ロリン・マゼール氏が7月13日に逝去された。マスコミの報道はウクライナでのマレーシア航空撃墜が大きく扱われ、彼の死はあまり表には出なかった。ネットでの報道も彼のキャリアに比較し少なかった。私が彼の名を知ったのは音楽が好きになってまもなくの中学生の時だ。1963年に東京日比谷の日生劇場の杮落としに、ベルリンドイツオペラの引っ越公演が行われ、その公演のチケットを求めるために徹夜して並んだとの新聞記事を読み、子供心に「すごい人が来るんだ・・・」と思った新聞記事に彼の名を読んだ時だった。その後にわかったことは騒ぎの中心はカール・ベームがフィデリオ、フィガロの結婚と第九の演奏会だったのだ。マゼールはいわば付け足しみたいなものだったのだが、その当時は「音楽が事件」だったのだと思うと、、今は年がら年中外来演奏家が日本各地でコンサートを行っていることが日常化し、震災で取りやめになったことが異常の世の中になった。蛇足だが、手元にカール・ベームのその時のCDがあるが今聴いてもその時の日本の熱気を感じることができる。
蛇足ついでだが、当時中学生の頃はベートーヴェンの交響曲を生で聴いたことが学校内で極小数だったし自慢だったが、高校に進学したらカラヤン+ベルリンフィルのブルックナーの8番を聴くために徹夜で並びチケットを確保したクラスメイトがいた事に驚かされた。中学時代の地域の狭さが高校進学で世界が大きく広がったことを実感したものだった。
私が初めてマゼールの音楽を聴いたのは、大学時代にモーツァルトの短調に興味を持ち、当時ステレオLPでは一番安かったことだけで選んだのが彼のLPだった。しかしこれは偶然とはいえ今もって最良の選択だと思っている。25番、29番ともに緊張感のある演奏で、「生き急いだ」モーツァルトの音楽を具現化した素晴らしい出来だと思っている。その後の彼の演奏にはないもので、早熟の天才少年としてデビューした彼の片鱗を聴くことができる。これが現在絶版になっているのが理解できない。私は現在24bit 96kHzにPCオーディオ化して聴いている。

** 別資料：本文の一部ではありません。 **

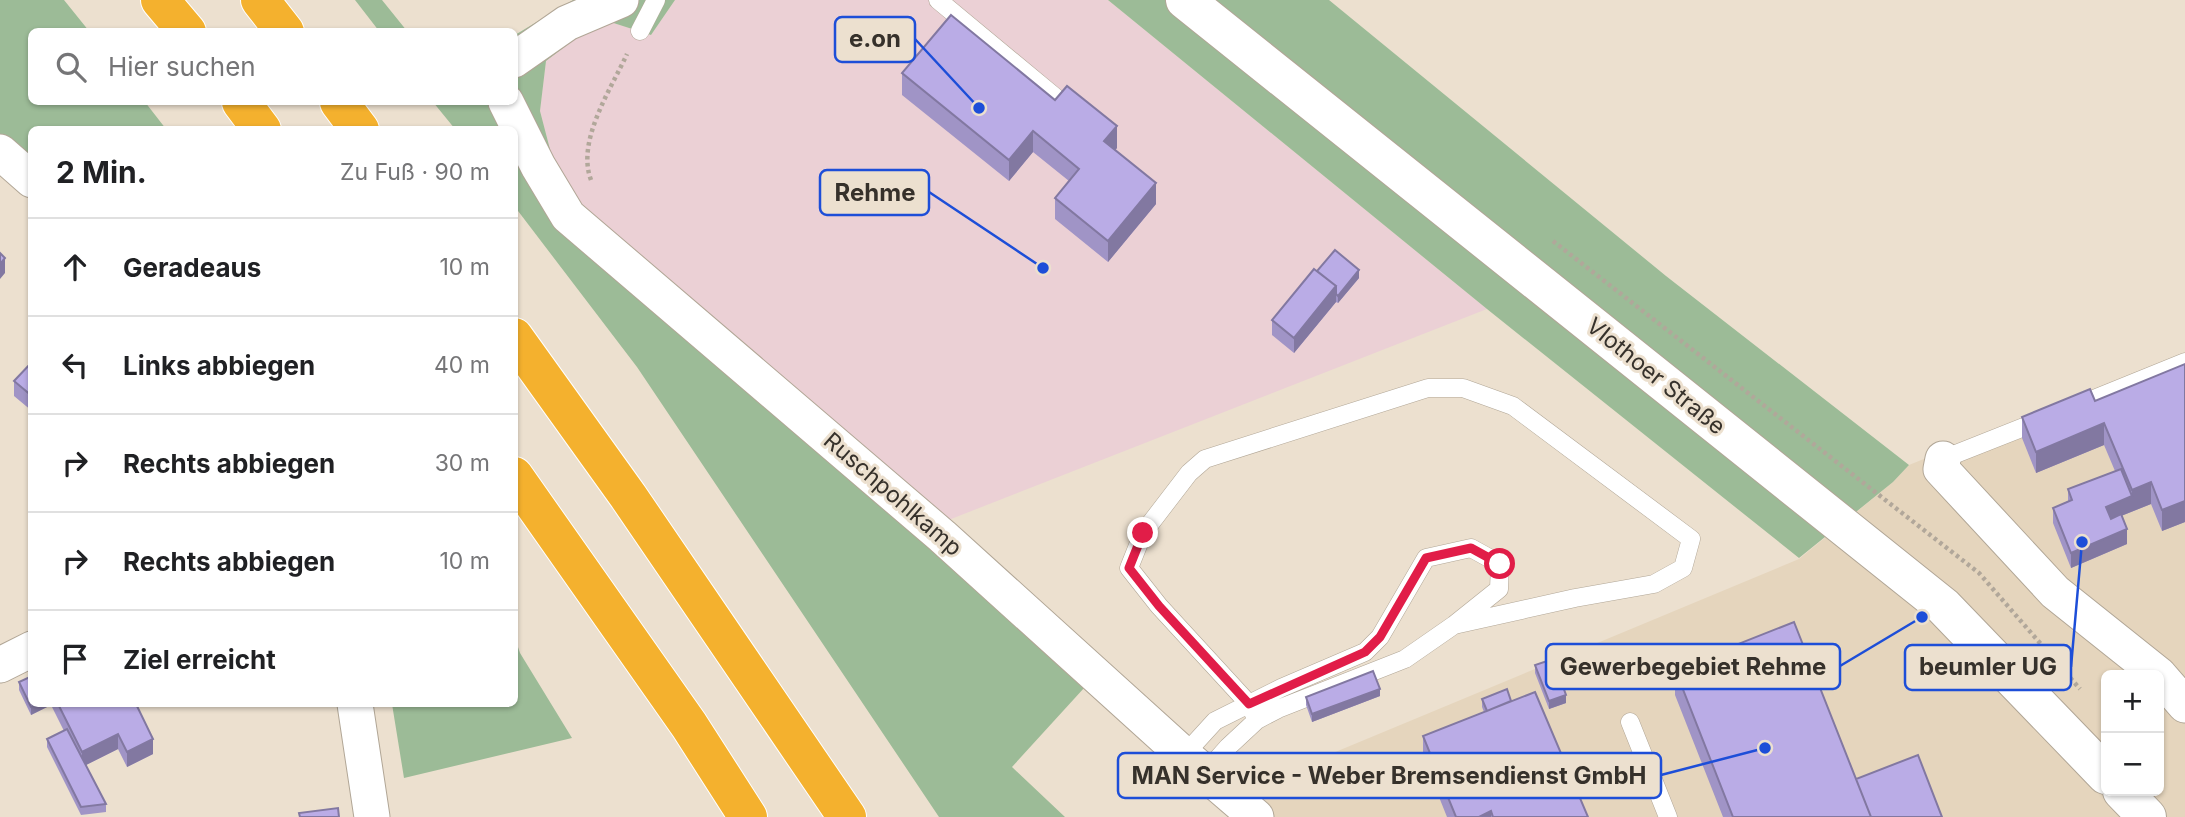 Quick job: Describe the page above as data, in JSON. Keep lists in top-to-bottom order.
{
  "streets": {
    "main road": ["Vlothoer Straße"],
    "street": ["Ruschpohlkamp"]
  },
  "places": [
    "e.on",
    "Rehme",
    "beumler UG",
    "Gewerbegebiet Rehme",
    "MAN Service - Weber Bremsendienst GmbH"
  ],
  "page": {
    "search": "Hier suchen",
    "heading": ["2 Min.", "Zu Fuß · 90 m"],
    "list": [
      ["Geradeaus", "10 m"],
      ["Links abbiegen", "40 m"],
      ["Rechts abbiegen", "30 m"],
      ["Rechts abbiegen", "10 m"],
      "Ziel erreicht"
    ],
    "map_buttons": ["+", "−"]
  }
}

しかしその後は彼の演奏を聴くことはあまりなく、手持ちのCDも少なく、彼の演奏が聴きたくて購入したものは少ない。
カルメンは、モッフォとコレルリが聴きたくて、アイーダはDVDが2組でしかも1枚はソフィアローレンがアイーダで歌の吹き替えがテバルディという珍品が抱き合わせに食指が動き購入したスカラ座での演奏、そしてワグナーのリングを交響組曲に仕立てあげた演奏は、ベルリン・ウィーン、ミラノと世界最高峰の歌劇場のシェフを務めた彼の資質が生かされている。
CDでは、ギレリスの弾くチャイコフスキーのピアノ協奏曲全曲、リヒテルの弾くプロコフィエフのNo.5、バルトークのNo.3、アシュケナージとのスクリャービンと旧ソ連の大物3人のピアニストにオケ伴を務め3人の個性を引き出した彼の力量の凄さに驚かされた。
しかしながら正直、彼の音楽には馴染めなかった。彼の演奏には演奏曲への共感が感じられず、演奏自体が解説者の評論に聞こえるからだ。生演奏は所沢ミューズでのブラームスだけだが、演奏前にミューズの舞台でホールの響きを確かめていた姿を思い出すが、彼の奏でた演奏の印象は残っていない。しかしながら天才少年と呼ばれた彼が奇才として世界の名だたる歌劇場、オーケストラのシェフを歴任して膨大な録音を残して世を去ったことは、まさしくカラヤン・バーンステインに次ぐ昭和の時代の大指揮者であったことには代わりが無い。クラシック演奏も昭和は遠くになりにけり。